** Requirement **
Retype, without changes, every line from the line that contains "Map reading. Transcribe" through the final line of the records. Exclude pictures.

Saved entries
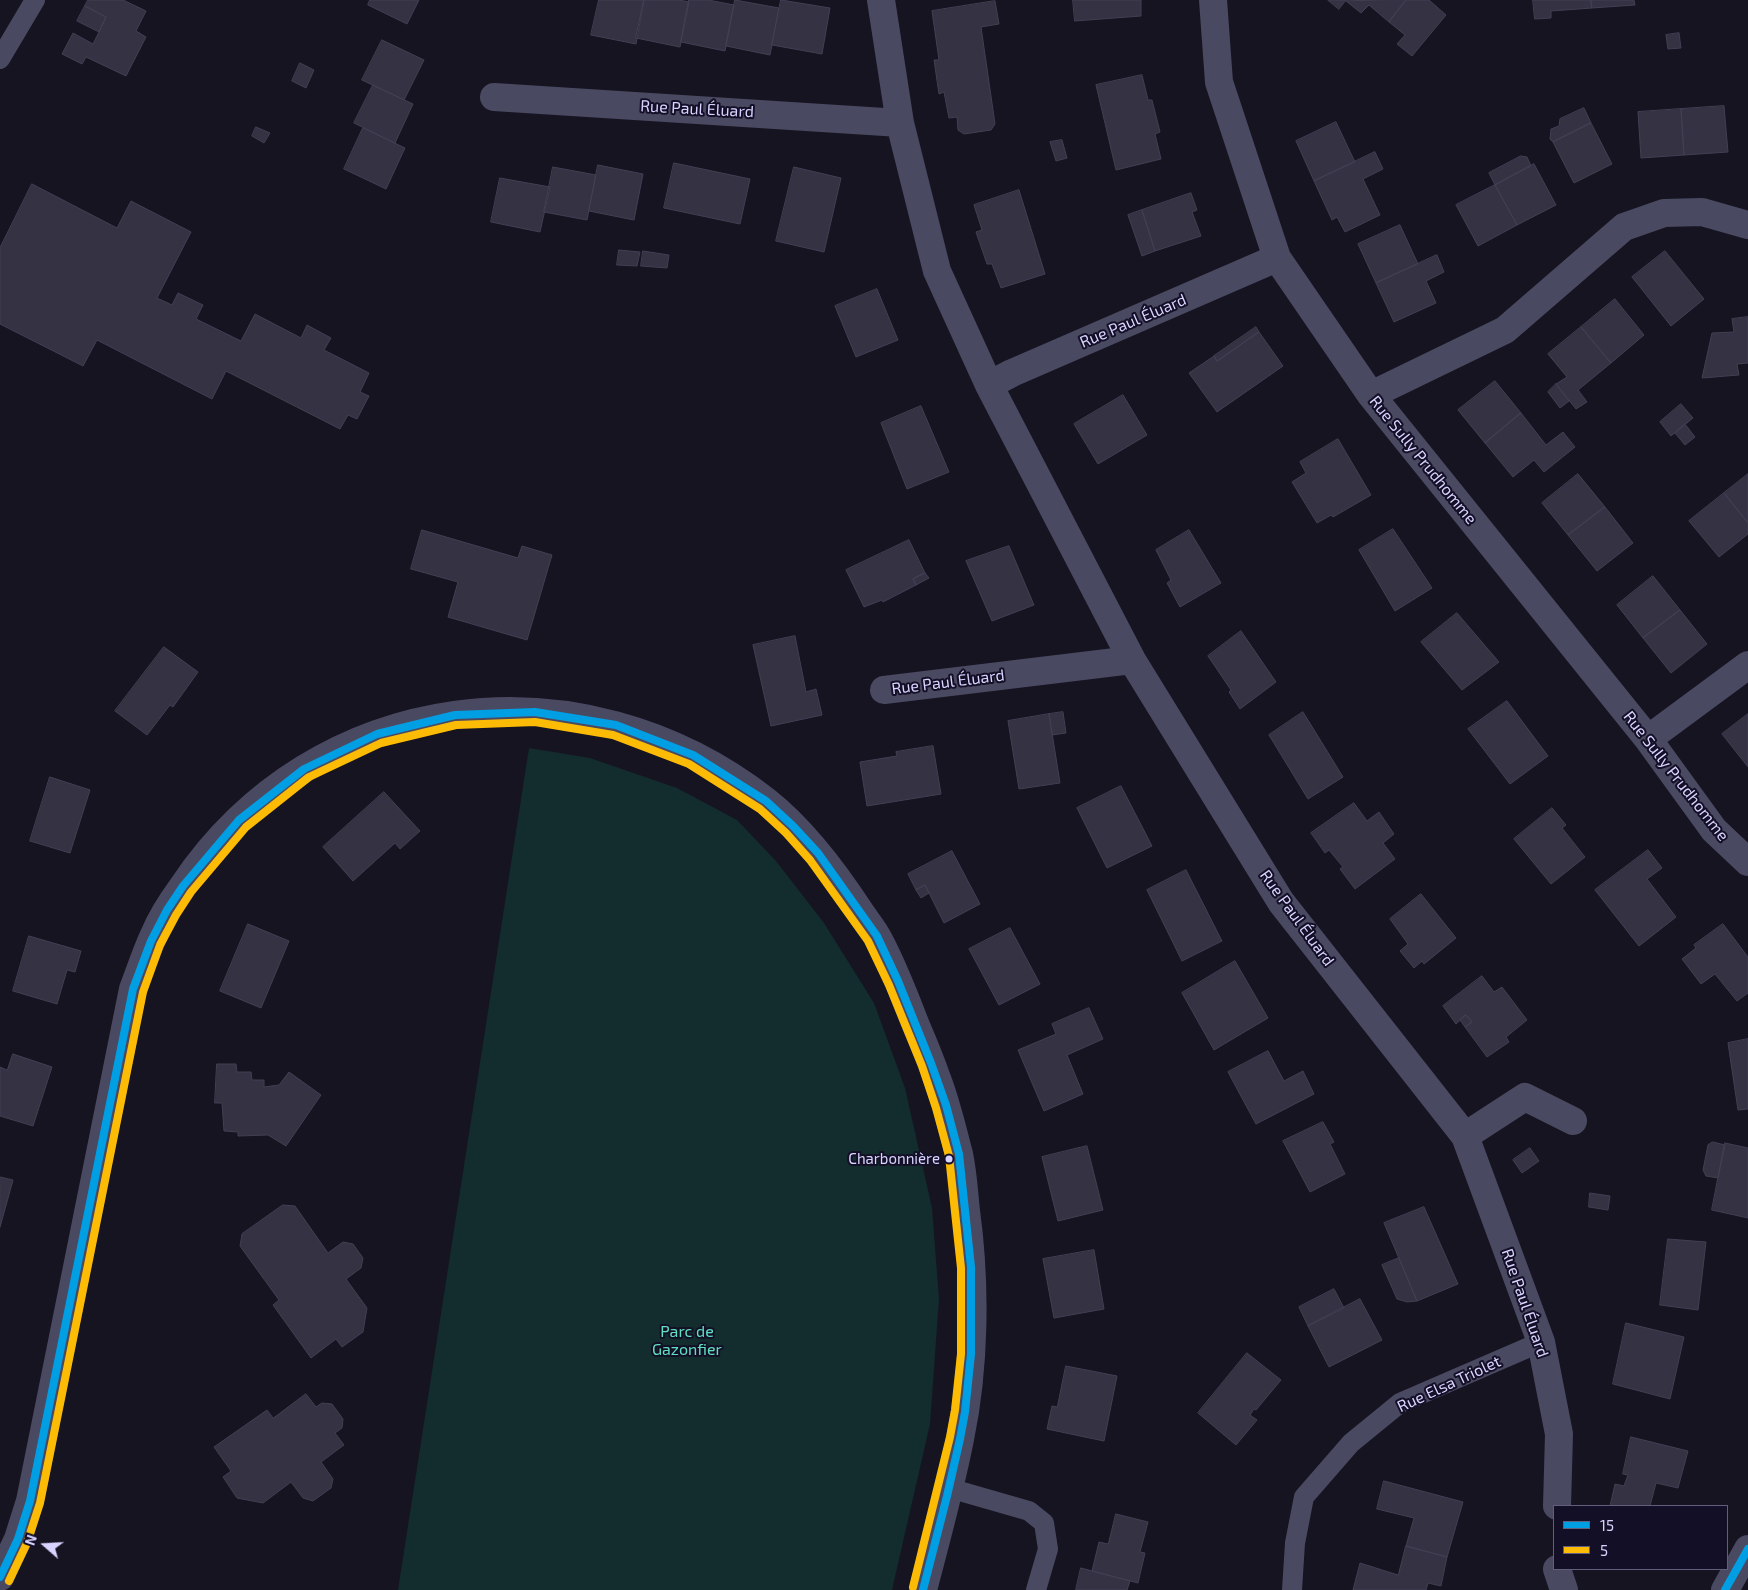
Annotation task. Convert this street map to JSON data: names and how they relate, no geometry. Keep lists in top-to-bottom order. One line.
{"streets":{"street":["Rue Paul Éluard","Rue Sully Prudhomme"],"lane":["Rue Elsa Triolet"]},"crossings":[["Rue Paul Éluard","Rue Sully Prudhomme"],["Rue Paul Éluard","Rue Elsa Triolet"]],"parks":["Parc de Gazonfier"],"places":["Charbonnière"],"lines":["transit line 15","transit line 5"],"legend":["15","5"],"north":"left"}
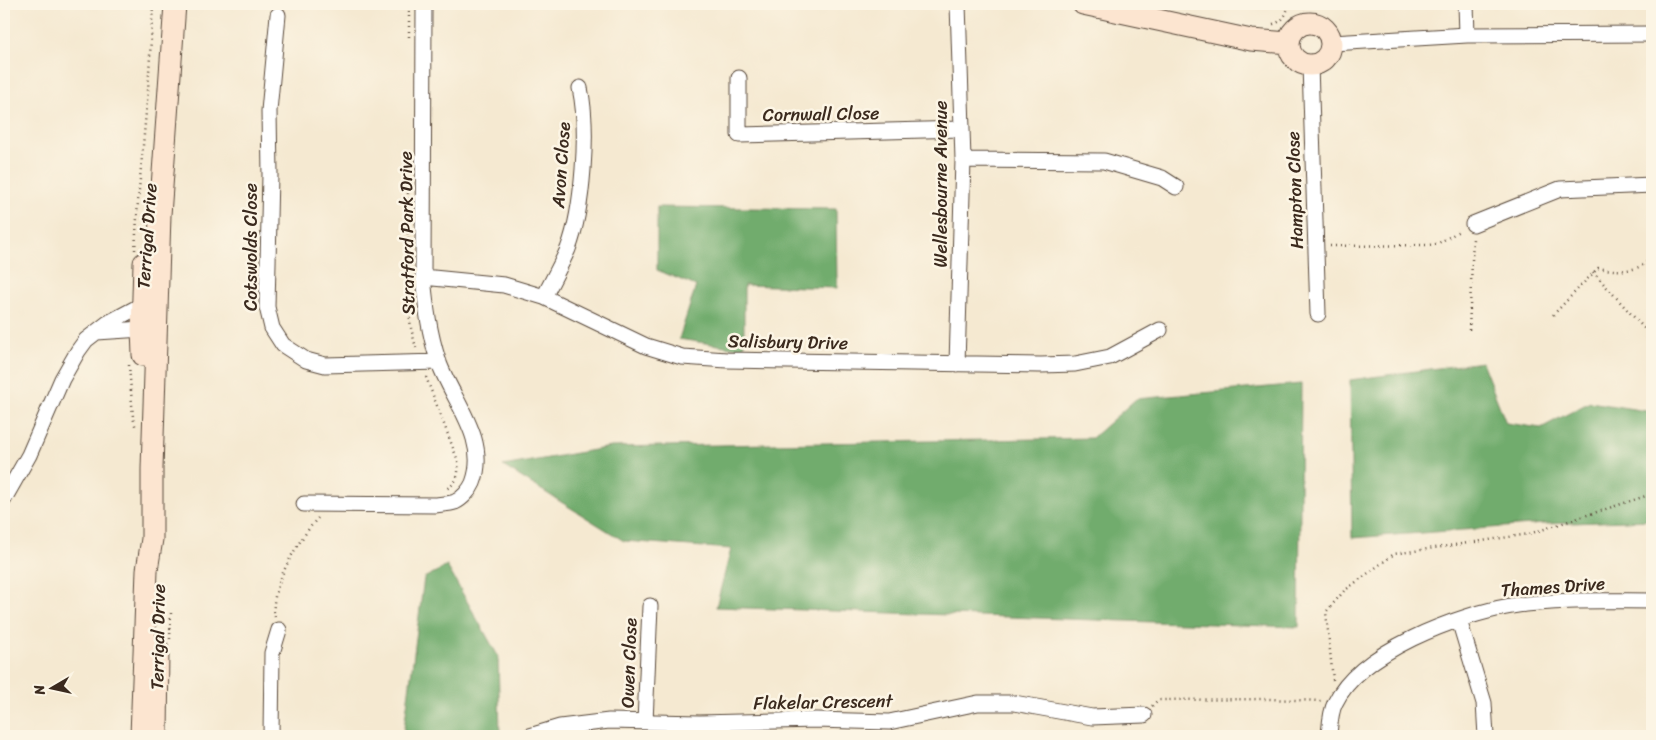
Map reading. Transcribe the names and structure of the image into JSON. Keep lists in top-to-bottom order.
{
  "streets": {
    "main road": ["Terrigal Drive"],
    "street": [
      "Cornwall Close",
      "Avon Close",
      "Wellesbourne Avenue",
      "Hampton Close",
      "Stratford Park Drive",
      "Cotswolds Close",
      "Salisbury Drive",
      "Thames Drive",
      "Owen Close",
      "Flakelar Crescent"
    ]
  },
  "crossings": [
    ["Cornwall Close", "Wellesbourne Avenue"],
    ["Avon Close", "Salisbury Drive"],
    ["Wellesbourne Avenue", "Salisbury Drive"],
    ["Stratford Park Drive", "Cotswolds Close"],
    ["Stratford Park Drive", "Salisbury Drive"],
    ["Owen Close", "Flakelar Crescent"]
  ],
  "north": "left"
}
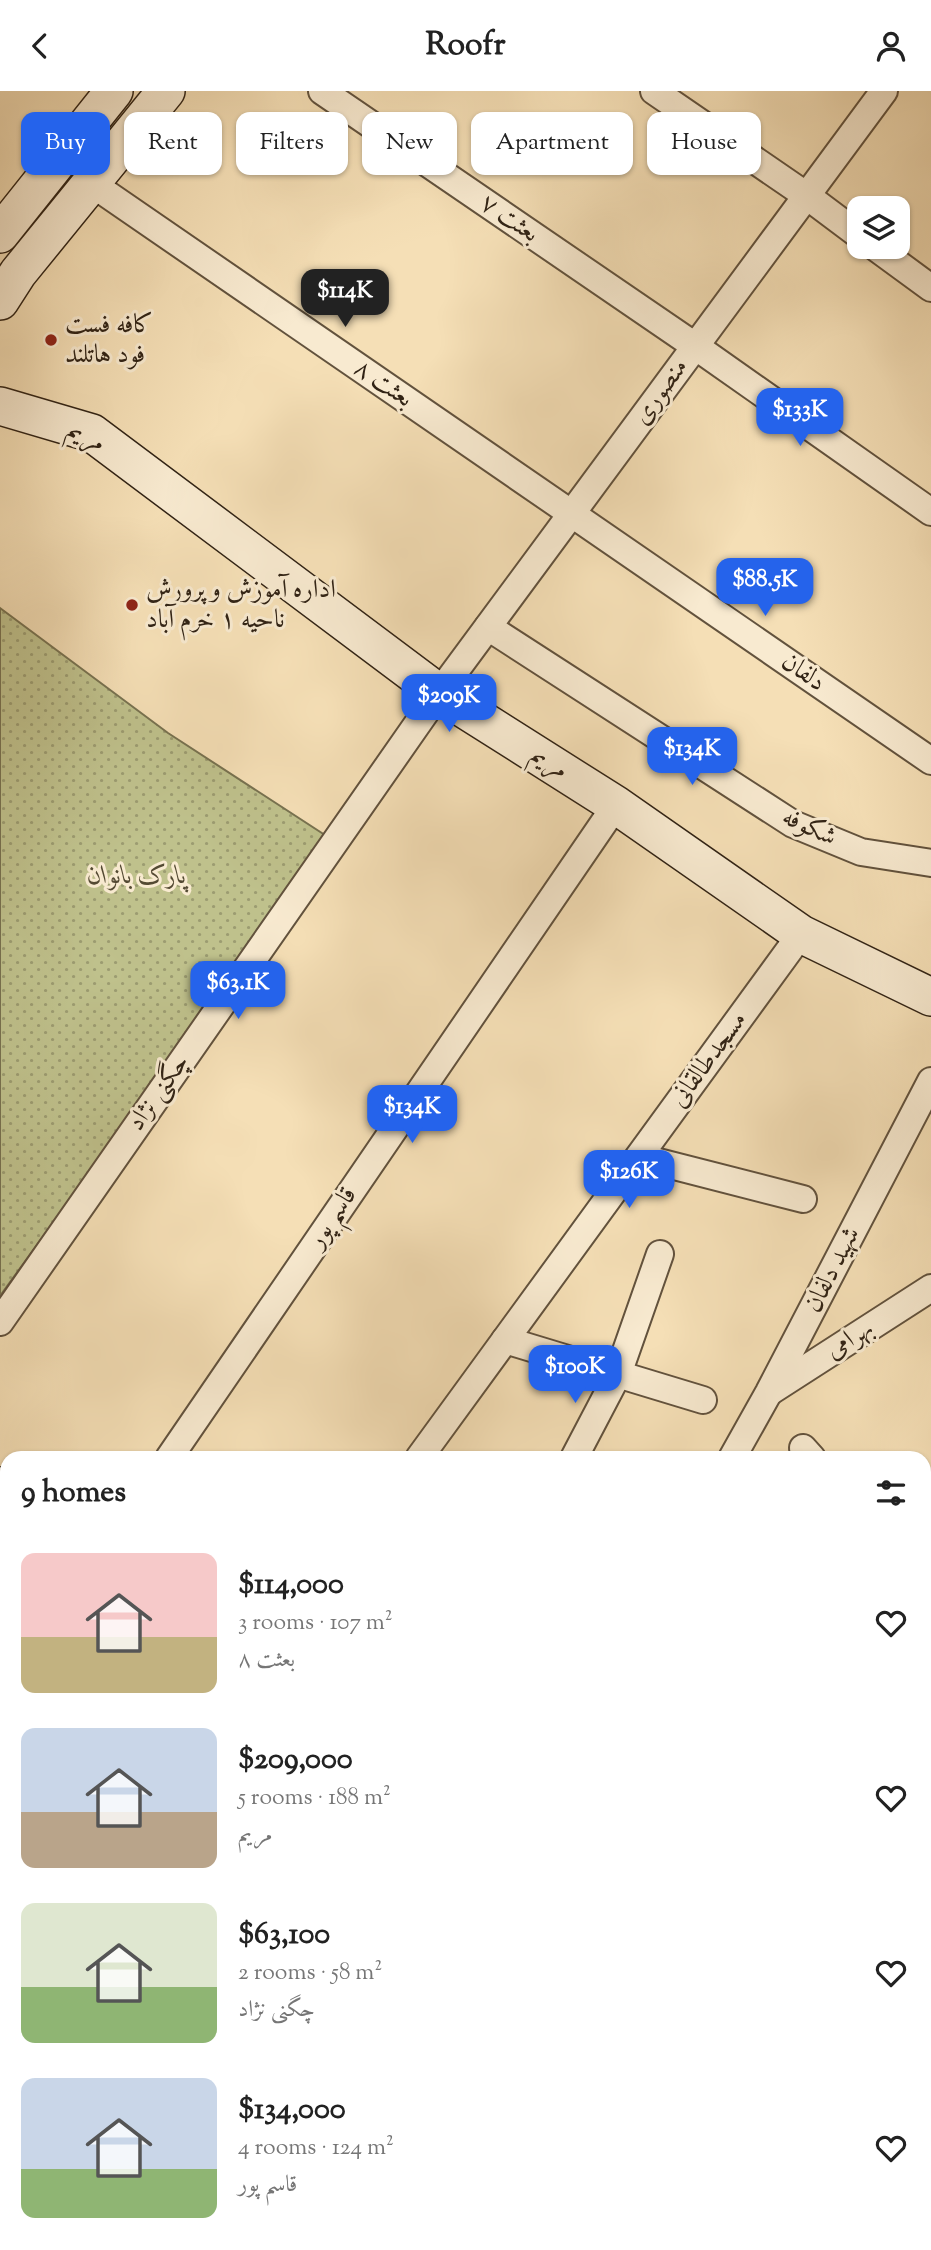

** Answer to the exercise **
Map reading. Transcribe the names and structure of the image into JSON. Keep lists in top-to-bottom order.
{
  "streets": {
    "main road": ["Terrigal Drive"],
    "street": [
      "Cornwall Close",
      "Avon Close",
      "Wellesbourne Avenue",
      "Hampton Close",
      "Stratford Park Drive",
      "Cotswolds Close",
      "Salisbury Drive",
      "Thames Drive",
      "Owen Close",
      "Flakelar Crescent"
    ]
  },
  "crossings": [
    ["Cornwall Close", "Wellesbourne Avenue"],
    ["Avon Close", "Salisbury Drive"],
    ["Wellesbourne Avenue", "Salisbury Drive"],
    ["Stratford Park Drive", "Cotswolds Close"],
    ["Stratford Park Drive", "Salisbury Drive"],
    ["Owen Close", "Flakelar Crescent"]
  ],
  "north": "left"
}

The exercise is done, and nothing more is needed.